▶ [EXERCISE GOAL]
What lines in the records below mention "EASTLAND"? List them all.

━━ ENTRIES SHOWN ━━

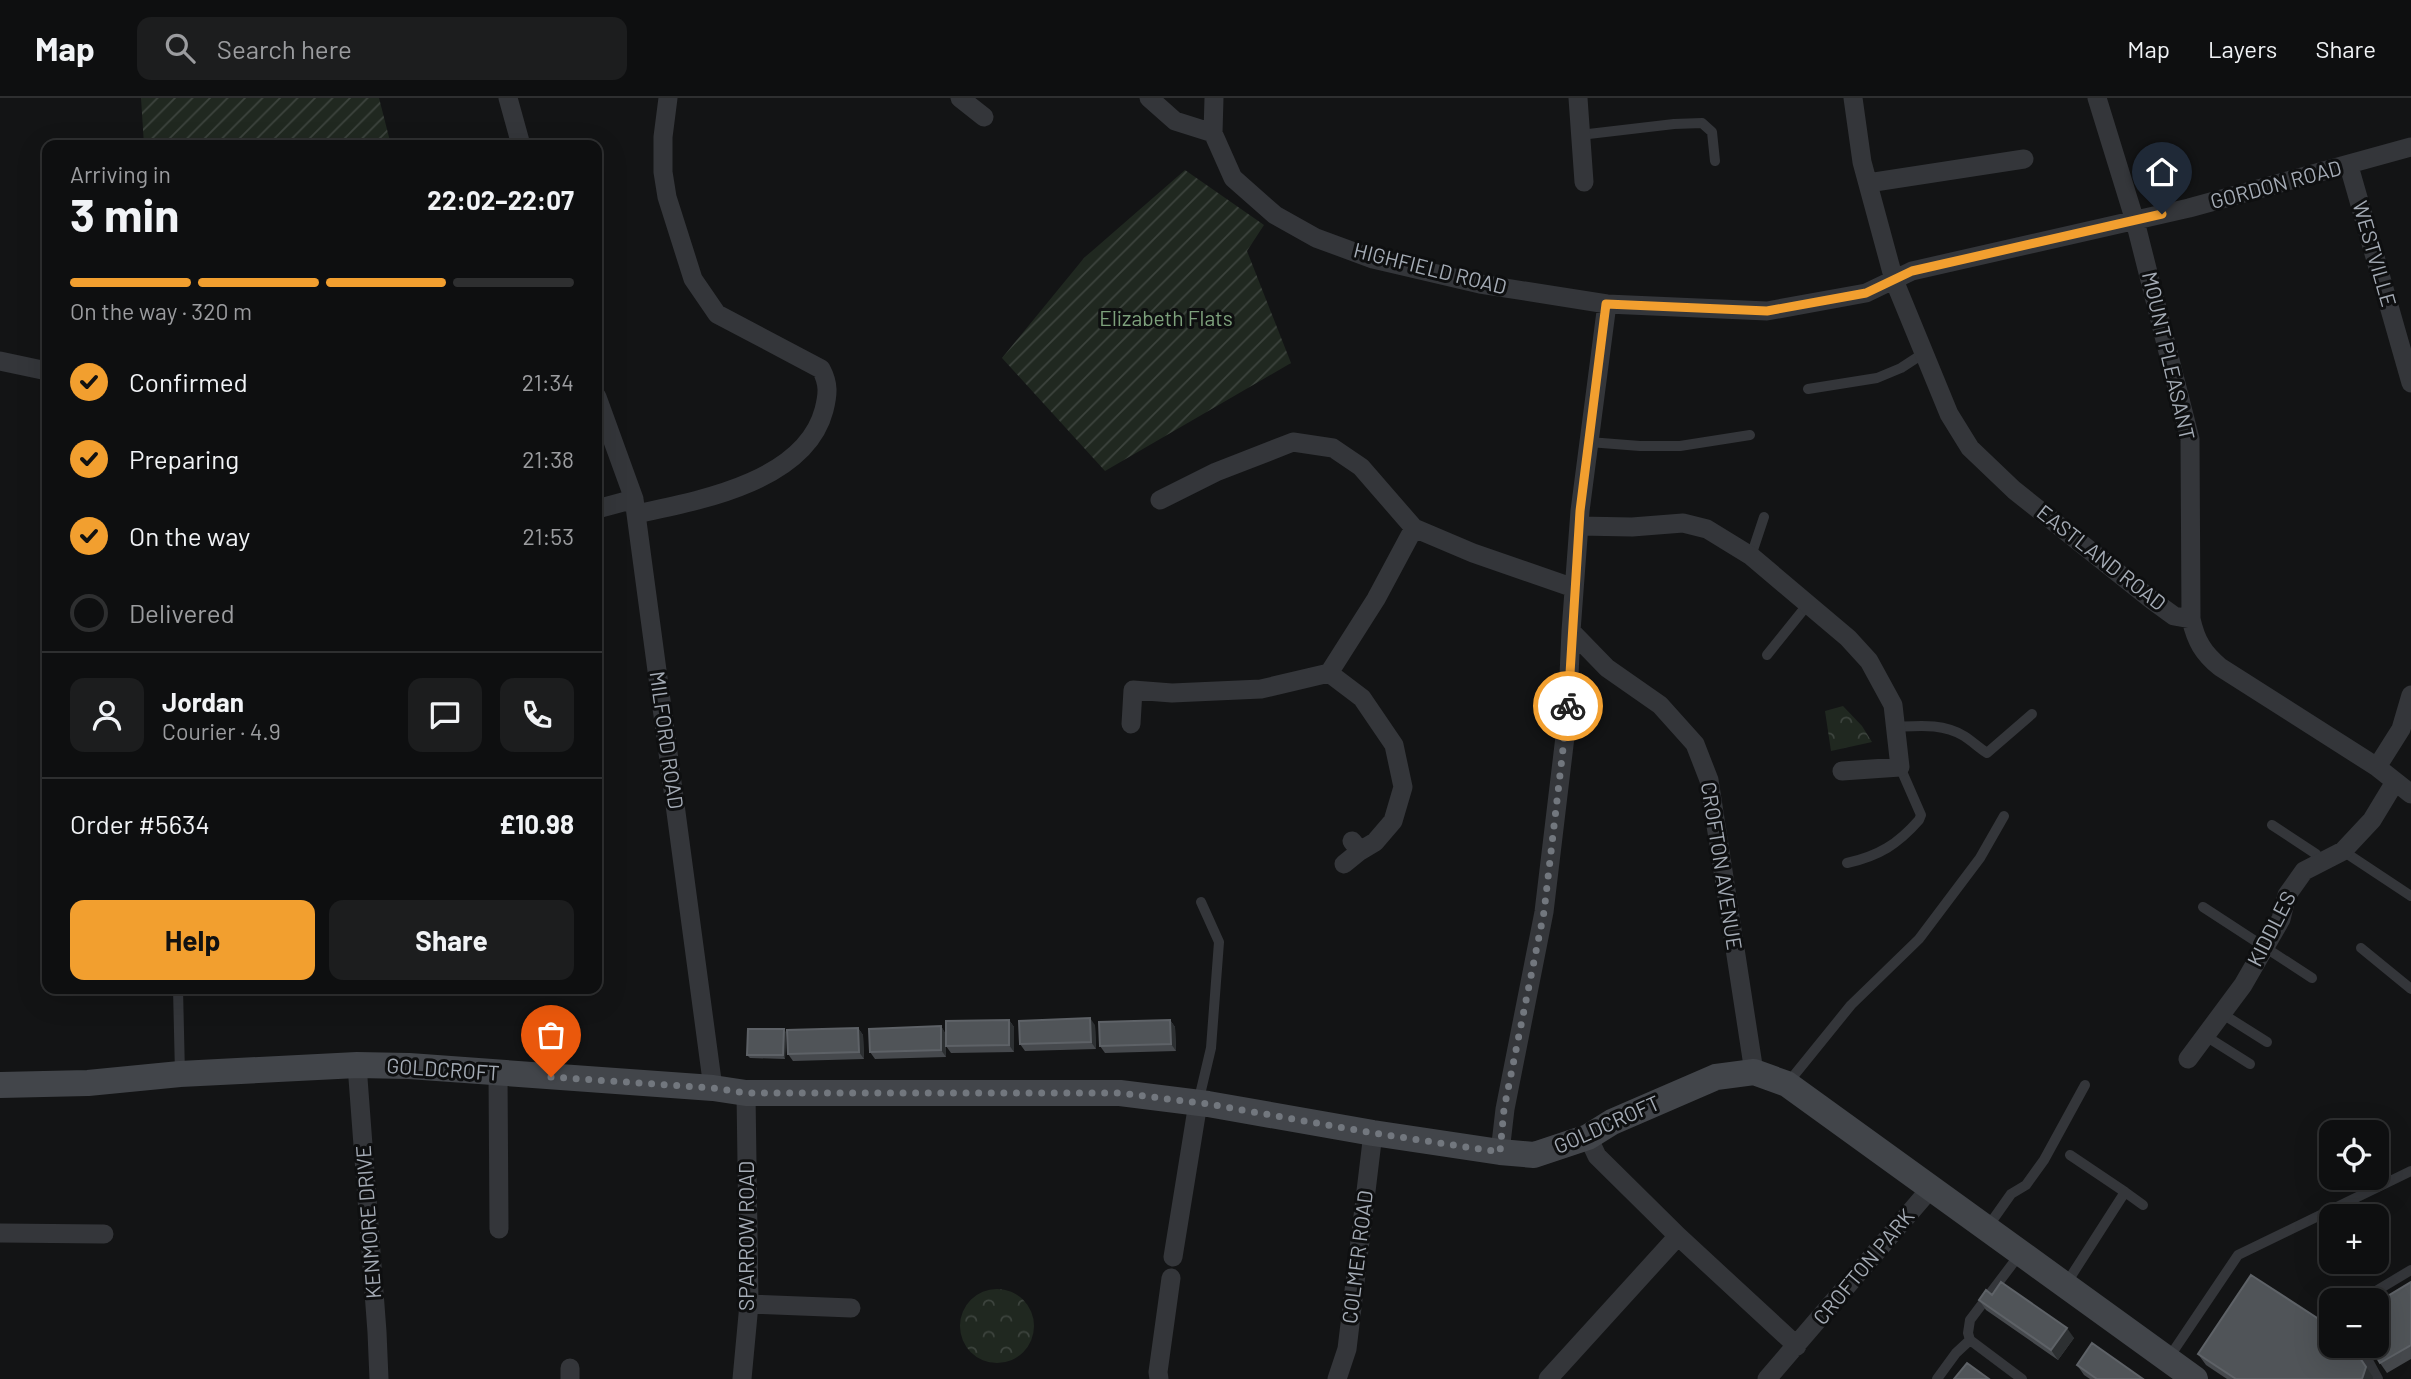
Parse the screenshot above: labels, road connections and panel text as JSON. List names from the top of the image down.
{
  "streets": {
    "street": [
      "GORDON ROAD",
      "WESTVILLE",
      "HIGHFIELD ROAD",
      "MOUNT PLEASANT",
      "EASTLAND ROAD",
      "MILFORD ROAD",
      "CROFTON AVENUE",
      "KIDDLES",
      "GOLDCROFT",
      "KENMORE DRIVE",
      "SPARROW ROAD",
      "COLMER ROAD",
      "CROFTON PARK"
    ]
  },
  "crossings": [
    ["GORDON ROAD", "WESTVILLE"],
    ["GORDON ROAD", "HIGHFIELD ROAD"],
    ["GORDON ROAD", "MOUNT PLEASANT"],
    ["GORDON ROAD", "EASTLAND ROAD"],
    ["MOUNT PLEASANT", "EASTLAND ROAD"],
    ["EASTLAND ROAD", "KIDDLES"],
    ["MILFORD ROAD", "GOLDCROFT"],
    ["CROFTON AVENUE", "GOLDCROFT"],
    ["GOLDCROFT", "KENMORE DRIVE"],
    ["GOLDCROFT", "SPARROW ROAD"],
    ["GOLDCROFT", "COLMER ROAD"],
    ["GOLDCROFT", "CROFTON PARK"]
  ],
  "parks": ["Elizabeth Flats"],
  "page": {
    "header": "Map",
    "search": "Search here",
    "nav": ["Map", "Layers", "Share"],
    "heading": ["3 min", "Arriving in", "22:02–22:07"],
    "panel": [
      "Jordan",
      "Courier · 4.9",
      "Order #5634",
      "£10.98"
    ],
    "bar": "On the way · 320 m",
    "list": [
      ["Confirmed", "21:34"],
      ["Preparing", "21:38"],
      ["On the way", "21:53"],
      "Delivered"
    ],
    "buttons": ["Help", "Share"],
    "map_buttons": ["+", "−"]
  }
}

━━━

▶ [ANSWER SPACE]
      "EASTLAND ROAD",
    ["GORDON ROAD", "EASTLAND ROAD"],
    ["MOUNT PLEASANT", "EASTLAND ROAD"],
    ["EASTLAND ROAD", "KIDDLES"],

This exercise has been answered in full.